Editor’s note: Carmen Gentile has covered the wars in Iraq and Afghanistan and been featured in the New York Times, Time, Newsweek, USA Today, Esquire, and many others. This is an excerpt from his first book, Blindsided by the Taliban, released March 6, that chronicles his time downrange as an embedded war reporter.
On Sept. 9, 2010, in Kunar province Afghanistan, a Taliban ambush nearly cost Gentile his right eye and shattered his face, when he was hit in the head by a rocket propelled grenade that miraculously didn’t explode. Numerous surgeries would ultimately repair some, but not all of the damage done in the attack. The emotional and psychological wounds lingered. Night terrors brought on by his post-traumatic stress disorder haunted him; his engagement to his fiancé fell apart; and his livelihood was threatened.
Leaning on gallows humor, Gentile is quick to quip that his “greatest career achievement is getting shot in the face,” but his self-deprecating jokes belie deeper truths about combat, loss, recovery and rediscovering one’s place after war has taken its toll. In Blindsided by the Taliban, Gentile candidly lays out how returning to war to continue his work was the only way to become whole again.
This excerpt takes place back in Afghanistan, a little more than a year after he was injured in the Taliban ambush.
War reporter and author Carmen Gentile’s first book, “Blindsided by the Taliban” published March 6.Carmen Gentile
EMBRACE THE SUCK
JULY 23, 2011
OUTPOST 22, UPPER GERESHK VALLEY, HELMAND PROVINCE, AFGHANISTAN
Marine Sgt. David Sowell smokes a cigarette at a tiny compound in Taliban territory and ponders the possibility of losing a limb in an IED blast.
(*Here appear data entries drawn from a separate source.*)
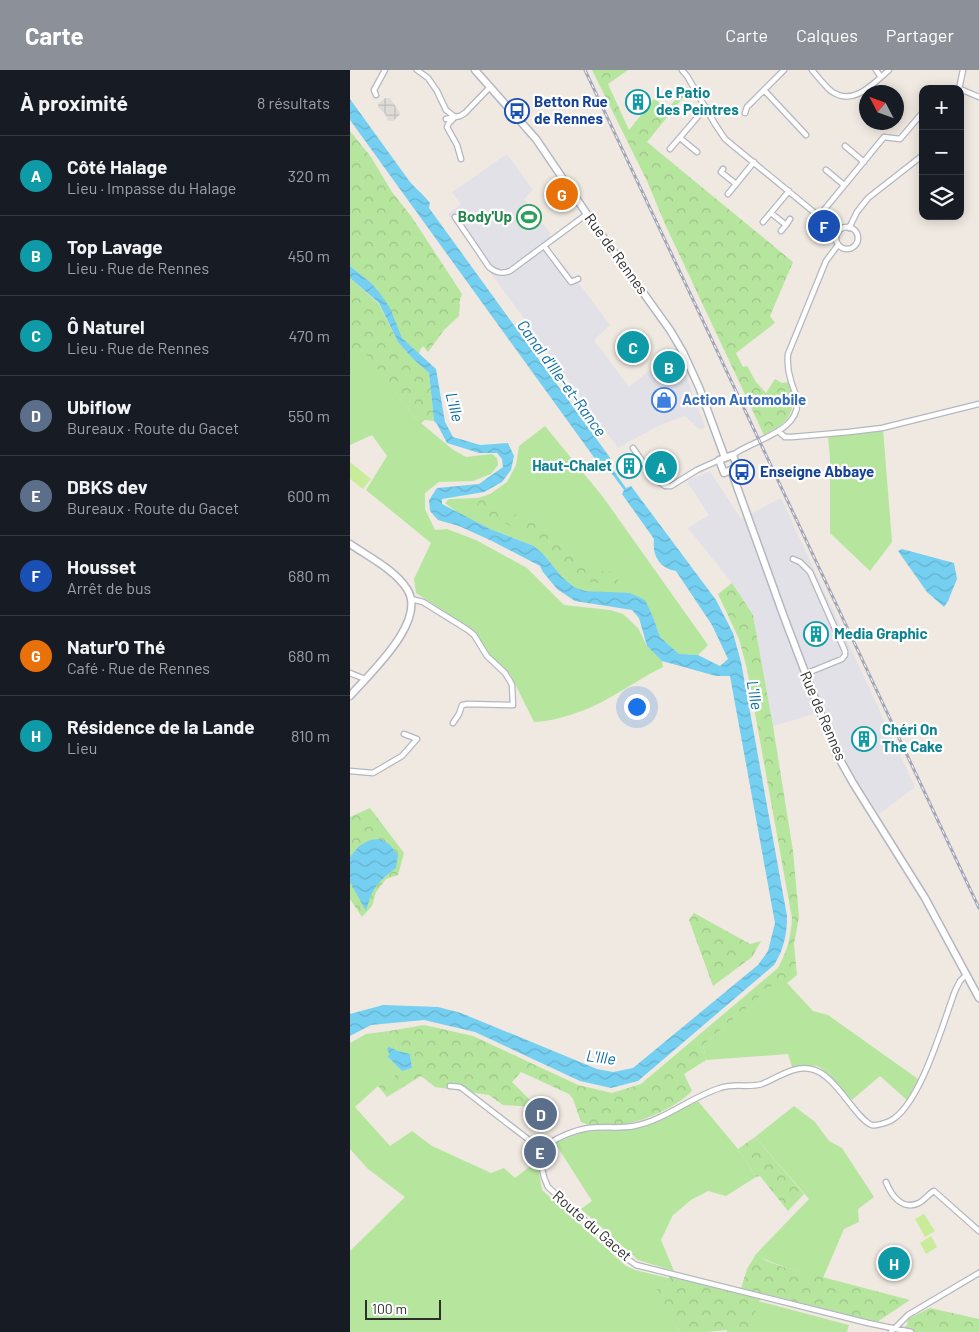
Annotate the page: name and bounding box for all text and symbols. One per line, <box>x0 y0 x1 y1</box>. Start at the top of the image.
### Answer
text: Carte <box>25 21 84 50</box>
text: Carte <box>725 24 768 46</box>
text: Calques <box>796 24 858 46</box>
text: Partager <box>886 24 954 46</box>
place label: Le Patio des Peintres <box>656 83 739 118</box>
north arrow <box>859 85 904 130</box>
map controls <box>919 85 964 220</box>
button: + <box>919 85 964 130</box>
building icon: Le Patio des Peintres <box>625 89 651 115</box>
text: À proximité <box>20 90 128 115</box>
place label: Betton Rue de Rennes <box>534 92 608 127</box>
text: 8 résultats <box>257 93 330 112</box>
bus stop icon: Betton Rue de Rennes <box>504 98 530 124</box>
button: − <box>919 130 964 175</box>
text: Côté Halage <box>67 155 168 178</box>
text: A <box>31 166 41 185</box>
text: 320 m <box>288 166 330 185</box>
pin: G <box>546 175 578 213</box>
button: layers <box>919 175 964 220</box>
text: Lieu · Impasse du Halage <box>67 178 236 197</box>
sports icon: Body'Up <box>516 204 542 230</box>
place label: Body'Up <box>458 207 512 225</box>
pin: F <box>808 207 840 245</box>
street label: Rue de Rennes <box>581 209 652 297</box>
text: Top Lavage <box>67 235 163 258</box>
text: B <box>31 246 41 265</box>
text: 450 m <box>287 246 330 265</box>
text: Lieu · Rue de Rennes <box>67 258 209 277</box>
text: Ô Naturel <box>67 315 145 338</box>
water label: Canal d'Ille-et-Rance <box>514 316 611 440</box>
text: C <box>31 326 41 345</box>
text: 470 m <box>289 326 330 345</box>
pin: C <box>617 328 649 366</box>
text: Lieu · Rue de Rennes <box>67 338 209 357</box>
pin: B <box>653 348 685 386</box>
shop icon: Action Automobile <box>651 387 677 413</box>
water label: L'Ille <box>443 390 468 424</box>
place label: Action Automobile <box>682 390 806 408</box>
text: Ubiflow <box>67 395 131 418</box>
text: D <box>31 406 41 425</box>
text: 550 m <box>288 406 330 425</box>
text: Bureaux · Route du Gacet <box>67 418 239 437</box>
pin: A <box>645 448 677 486</box>
building icon: Haut-Chalet <box>616 453 642 479</box>
place label: Haut-Chalet <box>532 456 612 474</box>
bus stop icon: Enseigne Abbaye <box>729 459 755 485</box>
place label: Enseigne Abbaye <box>760 462 874 480</box>
text: DBKS dev <box>67 475 148 498</box>
text: E <box>31 486 41 505</box>
text: 600 m <box>287 486 330 505</box>
text: Bureaux · Route du Gacet <box>67 498 239 517</box>
text: Housset <box>67 555 136 578</box>
text: F <box>32 566 40 585</box>
text: 680 m <box>288 566 330 585</box>
text: Arrêt de bus <box>67 578 151 597</box>
building icon: Media Graphic <box>803 621 829 647</box>
place label: Media Graphic <box>834 624 928 642</box>
text: Natur'O Thé <box>67 635 165 658</box>
text: G <box>31 646 41 665</box>
text: 680 m <box>288 646 330 665</box>
text: Café · Rue de Rennes <box>67 658 210 677</box>
street label: Rue de Rennes <box>797 668 851 763</box>
water label: L'Ille <box>744 679 767 711</box>
your location <box>624 694 650 720</box>
text: Résidence de la Lande <box>67 715 255 738</box>
place label: Chéri On The Cake <box>882 720 943 755</box>
text: H <box>31 726 41 745</box>
text: 810 m <box>291 726 330 745</box>
building icon: Chéri On The Cake <box>851 726 877 752</box>
text: Lieu <box>67 738 97 757</box>
water label: L'Ille <box>585 1045 617 1068</box>
pin: D <box>525 1095 557 1133</box>
pin: E <box>524 1133 556 1171</box>
street label: Route du Gacet <box>550 1186 636 1264</box>
pin: H <box>878 1244 910 1282</box>
scale bar <box>365 1297 441 1320</box>
text: 100 m <box>372 1300 407 1317</box>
“I don’t want to lose my legs, but if I do, I can cope with it . . . as long as it’s not one or both of my arms, I’ll be fine,” says Sowell in his Texas drawl.
His apparent ease with possible amputation is unnerving considering how earlier today we walked the same footpaths where many of his fellow Marines lost arms and legs. One even went home a triple amputee.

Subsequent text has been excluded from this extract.